What is required: Among the entries below, find the lines with "canvas" and copy them.

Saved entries
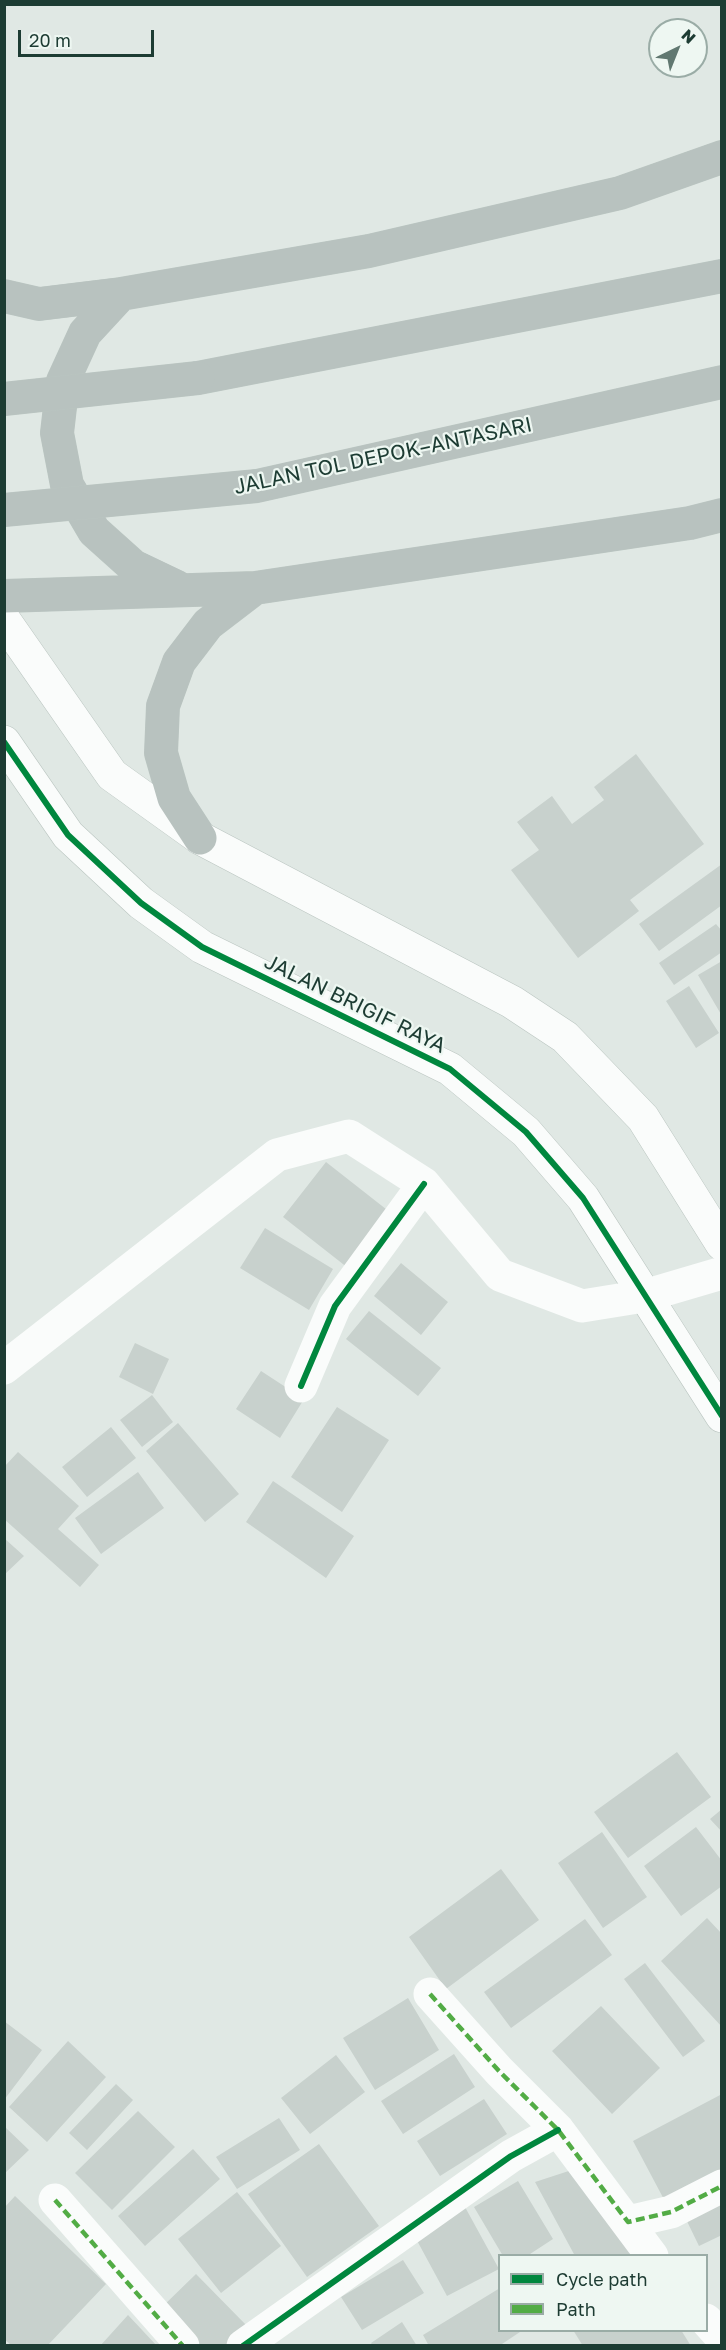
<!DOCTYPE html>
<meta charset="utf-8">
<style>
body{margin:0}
#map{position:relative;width:726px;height:2350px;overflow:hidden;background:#e0e8e4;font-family:"Golos Text",sans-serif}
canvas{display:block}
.frame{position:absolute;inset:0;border:6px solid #1d3c33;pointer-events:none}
.legend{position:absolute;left:498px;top:2254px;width:210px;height:78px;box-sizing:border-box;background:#eef7f2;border:2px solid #9aaca6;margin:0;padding:8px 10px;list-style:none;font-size:18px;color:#1d3c33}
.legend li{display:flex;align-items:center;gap:12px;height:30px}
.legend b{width:30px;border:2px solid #9aaca6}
.north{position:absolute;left:648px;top:18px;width:60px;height:60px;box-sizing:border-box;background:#eef7f2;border:2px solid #9aaca6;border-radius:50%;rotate:43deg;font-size:16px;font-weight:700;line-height:24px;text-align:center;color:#1d3c33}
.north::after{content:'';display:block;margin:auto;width:21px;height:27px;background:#617871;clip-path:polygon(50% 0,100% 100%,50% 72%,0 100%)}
.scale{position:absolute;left:18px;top:30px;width:136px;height:27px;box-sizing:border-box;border:3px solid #1d3c33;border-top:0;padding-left:8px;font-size:18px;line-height:21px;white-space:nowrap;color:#1d3c33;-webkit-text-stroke:4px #eef7f2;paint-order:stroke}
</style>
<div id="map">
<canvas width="726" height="2350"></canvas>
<div class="frame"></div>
<ul class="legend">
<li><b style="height:8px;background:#00873e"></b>Cycle path</li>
<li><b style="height:8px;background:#52ac45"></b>Path</li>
</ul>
<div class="north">N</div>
<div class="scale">20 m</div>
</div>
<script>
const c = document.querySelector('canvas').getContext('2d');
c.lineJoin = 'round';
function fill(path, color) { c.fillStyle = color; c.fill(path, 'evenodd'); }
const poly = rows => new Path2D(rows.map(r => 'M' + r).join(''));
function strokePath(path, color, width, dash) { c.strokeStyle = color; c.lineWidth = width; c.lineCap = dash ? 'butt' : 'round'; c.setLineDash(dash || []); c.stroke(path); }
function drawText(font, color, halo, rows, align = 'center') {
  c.font = font + ' "Golos Text",sans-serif'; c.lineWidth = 4.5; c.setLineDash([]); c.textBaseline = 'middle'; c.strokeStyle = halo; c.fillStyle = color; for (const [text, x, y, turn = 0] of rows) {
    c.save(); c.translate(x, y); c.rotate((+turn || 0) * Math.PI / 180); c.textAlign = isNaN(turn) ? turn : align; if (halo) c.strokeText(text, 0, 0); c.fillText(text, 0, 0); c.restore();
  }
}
fill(poly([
 [636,754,704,844,630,900,639,911,578,958,511,870,539,850,517,822,552,796,572,824,604,800,594,787],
 [722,864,722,905,659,951,639,924],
 [716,924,722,931,722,952,674,985,659,963],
 [722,961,722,1016,698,975],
 [689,986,719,1033,696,1048,666,1001],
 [326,1162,391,1213,348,1268,283,1217],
 [265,1228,333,1269,309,1310,240,1268],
 [401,1263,448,1302,421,1335,374,1296],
 [369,1311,441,1368,418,1396,346,1339],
 [135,1343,169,1359,153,1394,119,1377],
 [261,1371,304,1399,280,1438,236,1409],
 [152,1395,173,1422,142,1447,120,1420],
 [337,1407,389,1440,342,1512,291,1477],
 [178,1423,239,1494,205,1522,146,1451],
 [111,1427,136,1458,87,1497,62,1467],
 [18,1452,79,1506,58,1529,99,1565,80,1587,4,1519,4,1467],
 [138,1472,164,1508,101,1554,75,1518],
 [273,1481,354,1536,326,1578,246,1522],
 [4,1538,24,1556,4,1575],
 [677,1752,711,1797,628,1858,594,1812],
 [722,1809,722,1832,710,1819],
 [696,1827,722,1861,722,1886,681,1916,644,1866],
 [602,1832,647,1897,603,1928,558,1863],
 [501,1869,539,1920,446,1989,409,1937],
 [707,1918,722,1934,722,2027,661,1961],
 [585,1919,612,1955,511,2028,484,1992],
 [645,1963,705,2041,683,2057,624,1979],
 [408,1998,439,2050,375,2090,343,2038],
 [601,2006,660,2068,612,2114,552,2051],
 [4,2021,42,2050,4,2100],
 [68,2041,106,2077,47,2142,9,2107],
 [454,2054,475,2087,403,2134,381,2101],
 [336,2055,365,2092,310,2134,281,2098],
 [116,2084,133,2100,87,2150,69,2133],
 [722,2094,722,2179,668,2207,633,2141],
 [484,2099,507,2134,440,2176,417,2141],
 [138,2111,175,2147,112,2210,75,2173],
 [279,2118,300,2150,237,2189,216,2157],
 [4,2126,29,2150,4,2174],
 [319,2144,379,2226,307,2277,248,2194],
 [193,2149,220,2179,145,2246,118,2216],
 [581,2167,637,2250,627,2256,575,2256,535,2182],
 [518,2181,553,2239,527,2256,503,2256,474,2207],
 [237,2192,281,2246,221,2293,178,2239],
 [722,2192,722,2235,699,2246,682,2211],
 [15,2196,106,2284,47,2346,12,2346,4,2339,4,2208],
 [465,2207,499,2269,447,2296,414,2235],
 [403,2260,424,2293,362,2330,341,2297],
 [196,2274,249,2328,231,2346,198,2346,161,2308],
 [500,2288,500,2330,523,2330,499,2346,429,2346,423,2335],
 [128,2315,157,2346,100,2346],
 [402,2322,417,2346,373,2346,371,2343],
 [573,2330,681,2330,691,2346,583,2346]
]), '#c8d1cd');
const secondary = poly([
 [4,620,112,775,200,838,512,1002,565,1037,643,1118,722,1244],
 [4,742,68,835,141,903,202,947,450,1069,526,1132,583,1198,722,1416]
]);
const highway = poly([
 [121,294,85,333,63,381,57,433,67,485,94,531,133,566,177,587],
 [4,296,39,304,121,294,369,251,620,193,722,157],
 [198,378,722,276],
 [257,486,722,382],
 [4,596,255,588,690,523,722,515],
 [200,838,174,798,161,753,163,706,179,662,208,624,255,588]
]);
strokePath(secondary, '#bac5c0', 34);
strokePath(highway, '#bac5c1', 34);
strokePath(poly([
 [4,1368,277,1155,349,1136,424,1184,500,1275,582,1306,644,1296,722,1273],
 [301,1386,335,1306,424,1184],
 [430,1994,499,2071,558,2130,652,2256],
 [55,2200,183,2346],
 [628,2222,671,2212,722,2186],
 [706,2320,722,2338],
 [243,2346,511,2156,558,2130]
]), '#fafcfb', 33);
strokePath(secondary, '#fafcfb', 33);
strokePath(highway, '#b8c2bf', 33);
const highwayBridge = poly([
 [4,399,198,378],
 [4,510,257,486]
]);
strokePath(highwayBridge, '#bac5c1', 34, []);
strokePath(highwayBridge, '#b8c2bf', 33);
strokePath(poly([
 [430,1994,499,2071,558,2130,628,2222,671,2212,722,2186],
 [55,2200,183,2346]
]), '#52ac45', 4.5, [9, 4.5]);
strokePath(poly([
 [4,742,68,835,141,903,202,947,450,1069,526,1132,583,1198,722,1416],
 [301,1386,335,1306,424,1184],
 [243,2346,511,2156,558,2130]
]), '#00873e', 6);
drawText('21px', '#1d3c33', '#eef7f2', [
 ["JALAN TOL DEPOK–ANTASARI",383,456,-12],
 ["JALAN BRIGIF RAYA",355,1004,26]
]);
</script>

Result of the task:
canvas{display:block}
<canvas width="726" height="2350"></canvas>
const c = document.querySelector('canvas').getContext('2d');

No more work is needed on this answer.